As Mexico endures its highest unemployment in seven years, immigrants from neighboring Guatemala are finding it harder to get jobs in Mexico. Many try to move on to the United States. Some return to the crushing poverty back home.
Others end up in Tapachula, five miles inside the border in Chiapas state, collecting metal, glass, paper and cardboard to sell to junk dealers for $15 or less a week.
"There's nowhere else to go," said Martínez, 38, of Tacamulco, Guatemala.
Martínez stepped carefully through the trash with her 8-year-old daughter, Claudia Victoria, while carrying a plastic sugar sack and a long, sharp hook used for spearing aluminum cans from the garbage.
Nearby, dozens of black, knee-high buzzards hopped around a pool of blood from a slaughterhouse, pulling severed cows' tails from a green pile of manure. Hundreds of more buzzards wheeled overhead.
Insects covered a rotting squash. A scarred dog slept in the sun as flies buzzed and crawled over it. The stench of trash hung in the humid air.
The trash-pickers, known as chacharreros, live in shacks on the outskirts of the dump. Their numbers vary from 100 to 300 depending on the economy and the seasonal demand for farmworkers, said the dump's manager, Leobardo Pérez Sandoval.
Lately, the population has been on the rise, coinciding with a wave of illegal immigration from recession-ridden Central American countries. Mexico's National Immigration Institute says it has captured and deported more than 85,400 Guatemalans so far this year, compared with 72,600 in all of 2003.
Life at the dump revolves around the trash-collection schedules in Tapachula, a town of 272,000, and the arrival of the garbage trucks around noon.
One recent weekday, about a dozen trash-pickers followed each truck as it lumbered through the mounds of refuse.
They began hooking beer cans from the trash even as the garbage truck was opening up. Then they sorted quickly through the pile it left, pulling out the metal and glass with their bare hands.
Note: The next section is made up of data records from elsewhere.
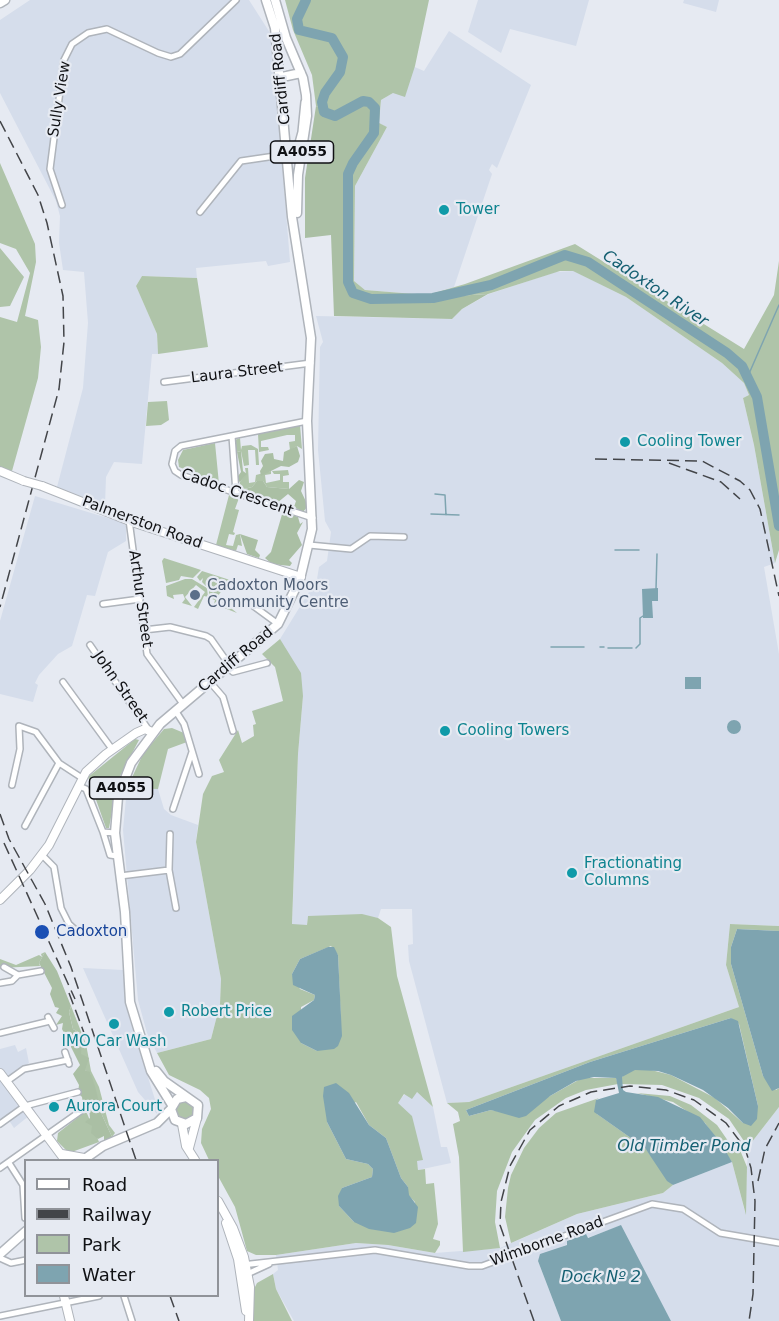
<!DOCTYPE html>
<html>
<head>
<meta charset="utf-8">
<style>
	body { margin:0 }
	#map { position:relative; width:779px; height:1321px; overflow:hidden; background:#e6eaf2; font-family:"DejaVu Sans",sans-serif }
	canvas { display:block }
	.legend { position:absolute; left:24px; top:1159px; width:195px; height:138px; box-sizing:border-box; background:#e6eaf2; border:2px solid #909399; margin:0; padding:8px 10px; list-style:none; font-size:18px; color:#101114 }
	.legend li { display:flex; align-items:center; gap:12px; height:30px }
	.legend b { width:30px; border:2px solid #909399 }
</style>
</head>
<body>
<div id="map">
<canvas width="779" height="1321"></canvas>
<ul class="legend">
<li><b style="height:8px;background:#fff"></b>Road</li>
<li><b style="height:8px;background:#434549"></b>Railway</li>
<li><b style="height:16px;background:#afc4a9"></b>Park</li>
<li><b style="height:16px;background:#7ea4b0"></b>Water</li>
</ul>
</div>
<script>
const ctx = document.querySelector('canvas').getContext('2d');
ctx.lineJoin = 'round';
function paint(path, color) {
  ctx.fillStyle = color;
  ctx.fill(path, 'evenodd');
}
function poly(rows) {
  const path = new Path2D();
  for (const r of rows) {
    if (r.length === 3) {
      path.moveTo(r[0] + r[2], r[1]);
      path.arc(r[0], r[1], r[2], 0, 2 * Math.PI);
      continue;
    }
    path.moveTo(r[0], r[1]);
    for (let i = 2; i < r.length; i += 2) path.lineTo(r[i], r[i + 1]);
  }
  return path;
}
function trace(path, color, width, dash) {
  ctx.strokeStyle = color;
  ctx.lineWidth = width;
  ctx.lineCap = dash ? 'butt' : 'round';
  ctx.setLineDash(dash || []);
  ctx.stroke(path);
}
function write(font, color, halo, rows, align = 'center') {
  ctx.font = font + ' "DejaVu Sans",sans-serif';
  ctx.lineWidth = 4.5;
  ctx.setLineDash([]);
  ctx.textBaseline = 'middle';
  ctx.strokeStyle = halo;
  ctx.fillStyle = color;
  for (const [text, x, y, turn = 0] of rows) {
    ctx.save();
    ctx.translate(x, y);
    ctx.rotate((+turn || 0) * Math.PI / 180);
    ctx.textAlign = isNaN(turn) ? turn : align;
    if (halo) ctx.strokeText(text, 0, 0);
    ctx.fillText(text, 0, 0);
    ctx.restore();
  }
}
paint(poly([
	[30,0,249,0,272,36,290,262,268,266,266,261,196,268,197,278,142,276,136,286,157,334,158,354,152,354,142,464,114,462,106,477,105,505,57,487,83,388,88,323,84,272,63,270,59,243,60,216,56,201,0,93,0,20],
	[478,0,589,0,576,46,510,29,501,53,468,32],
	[684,0,719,0,716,12,683,3],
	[449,31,531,85,497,168,492,164,489,170,492,174,454,287,427,295,365,290,354,281,355,186,387,127,379,124,381,100,393,93,410,65,424,71],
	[574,271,626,297,722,363,744,383,749,395,743,398,754,445,775,563,764,567,779,654,779,926,730,924,726,965,739,1007,469,1102,447,1103,409,961,408,945,413,944,412,909,381,909,378,918,308,916,307,925,292,925,298,754,303,696,280,639,317,579,319,567,327,561,331,532,325,521,318,450,320,347,323,342,316,316,452,319,462,309,489,294,555,272],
	[35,496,121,522,126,526,126,541,108,552,95,596,87,595,72,646,58,654,39,675,35,683,38,685,33,702,0,694,0,621],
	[127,788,158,789,164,809,171,815,198,825,196,842,221,979,220,1004,211,1039,157,1053,147,1033,138,1000,123,830],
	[83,968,123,970,129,1017,158,1109,157,1114,138,1092],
	[15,1045,18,1052,26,1048,29,1063,9,1078,35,1111,14,1128,6,1116,0,1119,0,1049],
	[417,1092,433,1107,441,1147,447,1147,451,1163,418,1170,416,1160,422,1160,397,1103,405,1094],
	[779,1107,779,1321,671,1321,620,1226,587,1238,585,1234,567,1241,568,1244,541,1256,538,1261,561,1321,294,1321,276,1289,273,1274,278,1270,276,1255,356,1243,388,1245,435,1253,500,1248,577,1214,663,1193,673,1185,732,1162,745,1212,748,1147]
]), '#d5ddeb');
paint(poly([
	[285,0,429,0,415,66,405,97,393,93,381,100,379,123,387,127,355,186,354,281,365,290,427,295,465,284,575,244,744,349,774,295,779,261,779,550,775,563,754,445,743,398,749,395,744,383,722,363,626,297,573,271,560,271,488,294,406,299,358,296,353,293,347,265,348,174,353,163,366,146,358,102,335,116,316,106,312,75,293,30],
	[0,163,35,244,36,262,25,316,38,320,41,347,38,378,12,471,0,467,0,317,17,322,30,273,16,249,0,243],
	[0,248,24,277,10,306,0,307],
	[142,276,197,278,208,347,158,354,157,334,136,286],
	[167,401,169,420,161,425,146,426,148,402],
	[300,425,302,449,297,446,290,450,289,442,295,441,295,435,287,435,261,441,261,447,268,447,269,450,259,452,258,434],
	[240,438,241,450,242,446,251,445,258,449,259,465,256,465,255,450,248,450,249,465,244,466,241,451,237,452,236,449,235,440],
	[215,443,219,484,179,467,178,460,183,450],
	[245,468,248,468,249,483,255,482,256,475,271,471,271,474,265,475,266,483,280,480,280,474,274,474,272,471,288,470,289,475,283,476,283,482,289,482,289,489,267,487,263,481,257,481,252,487,240,490,240,482,246,474],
	[229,495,239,498,235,509,239,510,233,532,235,533,234,535,229,534,226,545,233,546,236,535,240,534,242,546,238,545,236,551,216,545],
	[164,558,192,567,201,570,193,578,181,576,179,580,166,583,162,561],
	[202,571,230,580,217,597,237,613,214,604,215,600,209,598,209,589,202,582,203,578,200,581,197,577],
	[185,579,192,579,207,588,208,597,204,596,198,609,194,607,205,592,196,585,185,597,192,606,182,603,185,599,183,594,173,595,174,599,167,596,166,586],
	[280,639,301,673,303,696,298,754,292,924,307,925,308,916,362,914,378,918,391,927,397,976,433,1107,417,1092,412,1099,404,1094,398,1103,412,1116,423,1160,417,1161,418,1170,425,1169,426,1184,434,1183,438,1224,433,1239,440,1241,440,1245,435,1253,388,1245,356,1243,276,1255,256,1255,247,1251,235,1207,218,1176,218,1160,209,1160,201,1143,202,1129,211,1109,209,1098,200,1090,169,1075,157,1053,211,1039,220,1004,221,979,196,842,203,794,212,776,224,772,219,760,238,730,242,743,254,736,253,725,256,724,252,711,283,701,275,667,262,654],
	[331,946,338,955,341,1023,317,1051,301,1043,301,1007,314,1000,315,995,300,989,292,974,300,959],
	[356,1102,369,1125,386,1138,401,1178,408,1187,408,1195,415,1202,416,1223,354,1222,339,1206,342,1188,372,1177,373,1169,368,1164,346,1159,327,1122],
	[172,728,184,733,187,742,168,749,158,789,127,788,143,754,164,729],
	[135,739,139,740,118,780,109,828,106,828,88,777],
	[730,924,779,926,779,931,737,929,731,947,731,964,763,1076,776,1090,779,1088,779,1107,748,1147,729,1119,699,1098,662,1085,622,1084,622,1077,630,1070,647,1069,671,1075,715,1098,743,1123,758,1106,739,1024,731,1018,590,1062,466,1110,469,1116,491,1110,507,1113,550,1096,582,1078,616,1078,618,1084,586,1090,566,1098,535,1120,512,1152,497,1191,495,1222,500,1248,463,1252,459,1157,453,1124,460,1121,458,1112,447,1103,469,1102,739,1007,726,965],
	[45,952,39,963,40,966,0,968,0,959,16,965,39,955,42,957,41,954],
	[71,1006,86,1044,91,1071,99,1087,109,1125,115,1133,112,1137,102,1115,90,1073,85,1070,80,1055,80,1033,73,1029,69,1012],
	[637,1093,670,1096,691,1105,717,1125,735,1151,740,1150,747,1167,746,1215,732,1162,705,1123,673,1102],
	[599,1098,596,1100,597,1114,645,1148,673,1185,663,1193,577,1214,511,1243,505,1217,508,1188,511,1175,524,1148,539,1128,556,1113],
	[185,1110,9],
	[86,1111,99,1142,69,1153,57,1141,58,1133],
	[273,1274,276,1289,292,1321,252,1321,254,1289,257,1283]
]), '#afc4a9');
paint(poly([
	[358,102,373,105,376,123,374,133,353,163,348,174,348,230,351,280,353,287,363,294,406,299,488,294,462,309,452,319,334,316,331,235,305,238,305,178,316,106,335,116],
	[297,446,300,456,298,462,289,467,281,466,261,476,260,471,263,466,261,461,265,454,273,453,274,459,283,461,284,452],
	[241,451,243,471,247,474,240,482,236,479,241,472,237,452],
	[299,480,304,482,301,491,308,506,303,512,294,507,296,501,288,494,277,503,246,495,241,490,252,487,257,481,263,481,267,487,289,489],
	[283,511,298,517,300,524,303,522,297,533,302,545,289,560,292,563,290,566,272,564,265,558,271,552],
	[240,534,258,540,255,550,260,555,259,558,247,554],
	[45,952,57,971,71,1006,69,1012,73,1029,80,1033,82,1041,81,1054,89,1058,85,1070,90,1072,95,1086,102,1115,112,1137,109,1142,104,1140,104,1136,98,1139,91,1133,92,1126,85,1122,90,1118,89,1108,83,1104,82,1097,78,1093,79,1085,73,1074,80,1065,62,1029,63,1023,56,1025,62,1016,56,1013,59,1008,55,1007,50,994,52,988,39,963]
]), '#aabfa4');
paint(poly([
	[658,588,658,601,652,601,653,618,643,618,642,589],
	[685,677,701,677,701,689,685,689],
	[734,727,7],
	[737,929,779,931,779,1088,772,1091,763,1076,731,964,731,947],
	[328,947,334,947,338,955,342,1036,338,1046,334,1049,317,1051,301,1043,292,1030,292,1016,314,1000,315,995,293,985,292,974,300,959],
	[731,1018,738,1021,758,1106,757,1119,751,1126,743,1123,728,1108,703,1090,671,1075,658,1071,635,1070,622,1077,623,1090,626,1092,658,1097,700,1117,721,1143,732,1162,673,1185,667,1181,645,1148,594,1112,596,1100,619,1093,616,1078,594,1077,576,1081,550,1096,526,1116,519,1118,491,1110,469,1116,466,1110,590,1062],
	[336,1083,349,1093,369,1125,386,1138,401,1178,408,1187,409,1195,418,1207,416,1223,410,1228,394,1233,369,1229,354,1222,339,1206,338,1196,342,1188,372,1177,373,1169,368,1164,346,1159,327,1122,323,1096,324,1087],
	[621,1225,671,1321,561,1321,538,1261,540,1254,567,1245,567,1241,586,1234,588,1238]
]), '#7ea4b0');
trace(poly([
	[748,376,779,305],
	[435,494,445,495,446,515],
	[431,514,459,515],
	[615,550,639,550],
	[656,589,657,554],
	[551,647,584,647],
	[600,647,604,647],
	[608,648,632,648],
	[636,648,640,644,640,618,643,616]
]), '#7ea4b0', 1.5);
trace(poly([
	[306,0,297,19,299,30,332,38,343,57,340,72,325,93,322,102,324,112,335,116,363,101,369,102,375,108,374,133,353,163,348,174,348,282,353,293,371,299,433,298,491,285,565,255,588,262,727,353,742,366,757,397,779,526]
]), '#7ea4b0', 10);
const street = poly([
	[62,205,50,169,64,60,72,44,88,33,107,29,158,53,171,57,180,54,236,0],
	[200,212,241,161,275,156,288,159,295,154,301,132,304,102],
	[164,382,311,363],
	[307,421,181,446,175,451,172,464,175,471,181,475,313,518],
	[232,436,236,493],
	[129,520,147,654,183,704],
	[309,545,351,549,370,536,404,537],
	[248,602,278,624],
	[103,604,140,599],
	[144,630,170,627,206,636,211,639,230,666],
	[90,645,148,729],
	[228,668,233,672,267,663],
	[63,682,112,749],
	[210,682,223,697,233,731],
	[175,710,184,724,199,774],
	[12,785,20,749,19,726,36,732,59,763,82,778],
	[79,786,86,789,103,832,115,833],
	[173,809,192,752],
	[25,826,59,763],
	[103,832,110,855,117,856],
	[170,834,169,870,176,908],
	[42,855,54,867,61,908,69,924,80,934],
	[120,876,169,870],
	[4,967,18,975,41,971],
	[0,983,12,981,18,975],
	[48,1017,54,1028],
	[0,1033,50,1021],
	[65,1052,69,1064],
	[6,1082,24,1069,68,1060],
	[0,1124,25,1106,78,1092],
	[9,1163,23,1185,25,1218],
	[0,1168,85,1108],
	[0,1258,11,1263,26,1260],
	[242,1265,375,1250,469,1266,482,1266,652,1204,683,1209,720,1233,779,1243],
	[245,1275,269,1264],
	[124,1296,132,1321],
	[0,1316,99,1296]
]);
const secondary = poly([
	[0,471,24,481],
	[42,486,135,523,301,577],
	[0,900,30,870,49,845,86,772,106,754,136,733,145,729,152,732],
	[0,1073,65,1160],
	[182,1124,186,1146,195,1160],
	[189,1148,197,1118],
	[62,1154,84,1158],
	[218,1201,233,1228,244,1257,250,1287,249,1321],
	[226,1223,238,1259,246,1311],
	[64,1296,70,1321]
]);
const primary = poly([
	[275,0,286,38,303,78,306,95,307,116,298,175,297,213],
	[0,3,5,0],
	[282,77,301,73],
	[156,1071,164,1081,198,1105,197,1118,186,1124,175,1120,171,1109,177,1099,186,1097],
	[172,1105,151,1071,130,1002,125,912,115,833,118,797,131,763,160,724,278,624,300,579,312,529,307,421,311,338,292,217,275,28,266,0],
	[86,1158,103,1146,157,1123,171,1109],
	[0,1254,26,1231]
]);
trace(street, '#afb4bb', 8);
trace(secondary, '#afb4bb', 10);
trace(primary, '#afb4bb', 11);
trace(street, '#fff', 5);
trace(secondary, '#fff', 8);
trace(primary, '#fff', 8);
trace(poly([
	[0,121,38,195,47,223,63,296,64,342,59,389,0,607],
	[595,459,702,461,740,481,750,490,760,509,779,596],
	[669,463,721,482,740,499],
	[0,814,9,839,45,904,71,967,136,1160],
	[4,843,75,999],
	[69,993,86,1038],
	[758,1181,765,1149,779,1123],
	[170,1296,179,1321],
	[534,1321,500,1225,501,1202,510,1166,530,1130,559,1106,591,1092,630,1086,666,1090,694,1100,726,1123,745,1148,751,1168,755,1201,753,1294,749,1321]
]), '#434549', 1.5, [12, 6]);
const secondaryBridge = poly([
	[24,481,42,486]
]);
trace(secondaryBridge, '#afb4bb', 10, []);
trace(secondaryBridge, '#fff', 8);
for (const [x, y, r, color] of [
	[444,210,6,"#0f9aa8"],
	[625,442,6,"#0f9aa8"],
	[195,595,6,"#5c6f8a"],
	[445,731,6,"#0f9aa8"],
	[572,873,6,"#0f9aa8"],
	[42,932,8,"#1a4fb4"],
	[169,1012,6,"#0f9aa8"],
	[114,1024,6,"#0f9aa8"],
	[54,1107,6,"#0f9aa8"]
]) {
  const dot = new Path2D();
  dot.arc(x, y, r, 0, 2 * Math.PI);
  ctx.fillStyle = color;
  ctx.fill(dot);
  trace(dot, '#e6eaf2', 2);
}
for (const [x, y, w] of [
	[302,152,63],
	[121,788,63]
]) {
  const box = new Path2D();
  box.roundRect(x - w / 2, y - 11, w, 22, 4.5);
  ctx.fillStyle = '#e6eaf2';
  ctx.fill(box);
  trace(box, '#101114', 1.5);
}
write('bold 14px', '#101114', null, [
	["A4055",302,152],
	["A4055",121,788]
]);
write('15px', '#101114', '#e6eaf2', [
	["Cardiff Road",281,79,-96],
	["Sully View",60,99,-81],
	["Laura Street",237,373,-7],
	["Cadoc Crescent",237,493,19],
	["Palmerston Road",142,523,20],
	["Arthur Street",140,599,82],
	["Cardiff Road",236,660,-40],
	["John Street",120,687,55],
	["Wimborne Road",547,1242,-20]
]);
write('15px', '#0d838f', '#e6eaf2', [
	["Tower",456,210],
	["Cooling Tower",637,442],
	["Cooling Towers",457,731],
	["Fractionating",584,864],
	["Columns",584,881],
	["Robert Price",181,1012],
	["IMO Car Wash",114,1042,"center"],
	["Aurora Court",66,1107]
], 'left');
write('15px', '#4e5e75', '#e6eaf2', [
	["Cadoxton Moors",207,586],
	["Community Centre",207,603]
], 'left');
write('15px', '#164399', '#e6eaf2', [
	["Cadoxton",56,932]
], 'left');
write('italic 16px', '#145f71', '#e6eaf2', [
	["Cadoxton River",655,289,34],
	["Old Timber Pond",684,1147],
	["Dock Nº 2",601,1278]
]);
</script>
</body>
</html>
Claudia Victoria, Martínez's daughter, watched from a nearby pile. She has a brilliant smile, but it dimmed when asked if she liked school.
"I haven't sent her to school," Martinez said. "There isn't time."
Looking at the ground, Claudia said she couldn't read.
A few feet away, 10-year-old Josué Reymundo Lan moved through the trash heaps with his two brothers. He rattled off the prices that junk dealers will pay: 3 pesos (about 25 cents ) for a sugar sack full of unbroken glass bottles; 8 pesos (70 cents) for aluminum cans; 25 Mexican cents (2 U.S. cents) for steel cans.
"We work from 7 in the morning until it gets dark, and we earn almost nothing," he said.
Reymundo has a habit of beginning his sentences with "well, look," which gives him a professorial air beyond his years. Asked if he can read and write, he leaned on the hook.
"Look, I went to school until the second grade," he said. "I know some words but not the others."
Older immigrants said life in Mexico was easier years ago when they could get jobs harvesting coffee in the small Mexican farms covering the Tacana volcano. But with the price of coffee depressed, many Mexican coffee growers are looking for work themselves, and the farms aren't hiring Guatemalans anymore.
Almost every night, Mexican authorities sweep through the train yards, arresting undocumented Guatemalans as they try to hop freight trains north to the United States.
Police raided the dump a few months ago, said Pablo Nejera Ventura, a junk dealer. They forced the trash-pickers to pay 40 pesos, or about $3.50, for credentials allowing them to continue working there, he said. All of them complied.
"We might earn only 200 pesos (about $17) in a good week, but, believe it or not, it's still more than we can earn in Guatemala," Adolfo López said.
He and four companions from San Marcos, Guatemala, have been here three years.
Nejera said the trash-pickers provide a valuable service to Mexico, sorting out tons of recyclable material from the trash every month.
"The authorities say these people are illegals and they don't want them in the dump," Nejera said. "But if they're not here, they're just going to be wandering around unemployed. All they want is a way to survive."